A recent report from the World Bank suggests that the African Continental Free Trade Area (AfCFTA) has the possibility of boosting Africa’s regional income by 7%, translating to $450 billion, by 2035.
According to the report, tariff liberalization and a reduction in non-tariff barriers (quotas and rules of origin) would boost income by 2.4%, translating to about $153 billion. The other $292 billion, would come from trade-facilitation measures that reduce red tape, lower compliance costs for businesses engaged in trade and make it easier for African businesses to integrate into global supply chains.
In the process of boosting growth, reducing poverty, and broadening economic inclusion, the report suggests that the AfCFTA could speed up wage growth for women, and lift 30 million people out of extreme poverty if implemented fully.
Furthermore, Côte d’Ivoire and Zimbabwe where trade costs are among the region’s highest would see the biggest economic gains, with each increasing income by 14%. By AfCFTA boosting intraregional trade in manufacturing, intra-continental exports would increase by 81% while the increase to non-African countries would be 19%.

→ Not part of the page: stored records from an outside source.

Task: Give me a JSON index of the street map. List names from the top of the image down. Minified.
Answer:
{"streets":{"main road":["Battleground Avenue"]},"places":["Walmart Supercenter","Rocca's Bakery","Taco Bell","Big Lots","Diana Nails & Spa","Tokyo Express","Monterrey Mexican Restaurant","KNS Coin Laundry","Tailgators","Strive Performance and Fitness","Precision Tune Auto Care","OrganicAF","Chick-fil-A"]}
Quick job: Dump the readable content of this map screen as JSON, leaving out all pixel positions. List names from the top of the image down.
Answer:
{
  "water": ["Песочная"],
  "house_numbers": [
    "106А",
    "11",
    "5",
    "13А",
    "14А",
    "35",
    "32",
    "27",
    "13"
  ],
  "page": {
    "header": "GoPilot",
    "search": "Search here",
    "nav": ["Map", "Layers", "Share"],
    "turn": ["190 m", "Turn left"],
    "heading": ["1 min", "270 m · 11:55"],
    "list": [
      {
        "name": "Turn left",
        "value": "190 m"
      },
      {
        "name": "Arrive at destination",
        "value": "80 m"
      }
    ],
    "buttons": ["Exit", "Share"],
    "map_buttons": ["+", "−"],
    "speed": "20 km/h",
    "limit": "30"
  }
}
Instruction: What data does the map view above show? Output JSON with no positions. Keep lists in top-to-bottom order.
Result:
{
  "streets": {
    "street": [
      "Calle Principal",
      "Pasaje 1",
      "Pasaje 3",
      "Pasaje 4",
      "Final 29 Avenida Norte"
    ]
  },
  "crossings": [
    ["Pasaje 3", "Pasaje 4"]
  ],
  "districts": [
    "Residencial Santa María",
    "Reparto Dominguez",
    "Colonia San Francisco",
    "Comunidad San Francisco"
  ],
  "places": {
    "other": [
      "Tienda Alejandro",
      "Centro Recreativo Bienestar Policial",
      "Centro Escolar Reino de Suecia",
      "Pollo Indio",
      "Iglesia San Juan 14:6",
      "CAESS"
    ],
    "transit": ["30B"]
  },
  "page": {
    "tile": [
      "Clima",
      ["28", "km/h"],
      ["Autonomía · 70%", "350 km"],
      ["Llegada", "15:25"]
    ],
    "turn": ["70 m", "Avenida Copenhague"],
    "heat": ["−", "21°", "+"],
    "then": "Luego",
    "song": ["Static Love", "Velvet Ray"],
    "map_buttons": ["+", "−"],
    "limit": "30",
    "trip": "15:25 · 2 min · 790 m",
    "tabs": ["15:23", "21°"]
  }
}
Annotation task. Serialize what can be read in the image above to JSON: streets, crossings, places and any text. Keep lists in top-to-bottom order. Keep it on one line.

The AfCFTA is expected to lift around 68 million people out of moderate poverty and make African countries more competitive. But successful implementation will be vital, which includes careful monitoring of impacts on all workers – women and men, skilled and unskilled – across all countries and sectors, ensuring the agreement’s full benefit.Albert Zeufack, the World Bank’s Chief Economist for Africa
Full implementation of the agreement would also spur larger wage gains for women (an increase of 10.5% by 2035) than for men (9.9%). It would also boost wages for both skilled and unskilled workers by 9.8% and 10.3%, respectively.
In the longer term, AfCFTA would provide a path for integration and growth-enhancing reforms for African countries. By replacing the patchwork of regional agreements, streamlining border procedures, and prioritizing trade reforms, AfCFTA could help African countries increase their resiliency in the face of future economic shocks.
The COVID-19 pandemic is expected to cause up to $79 billion in output losses in Africa in 2020.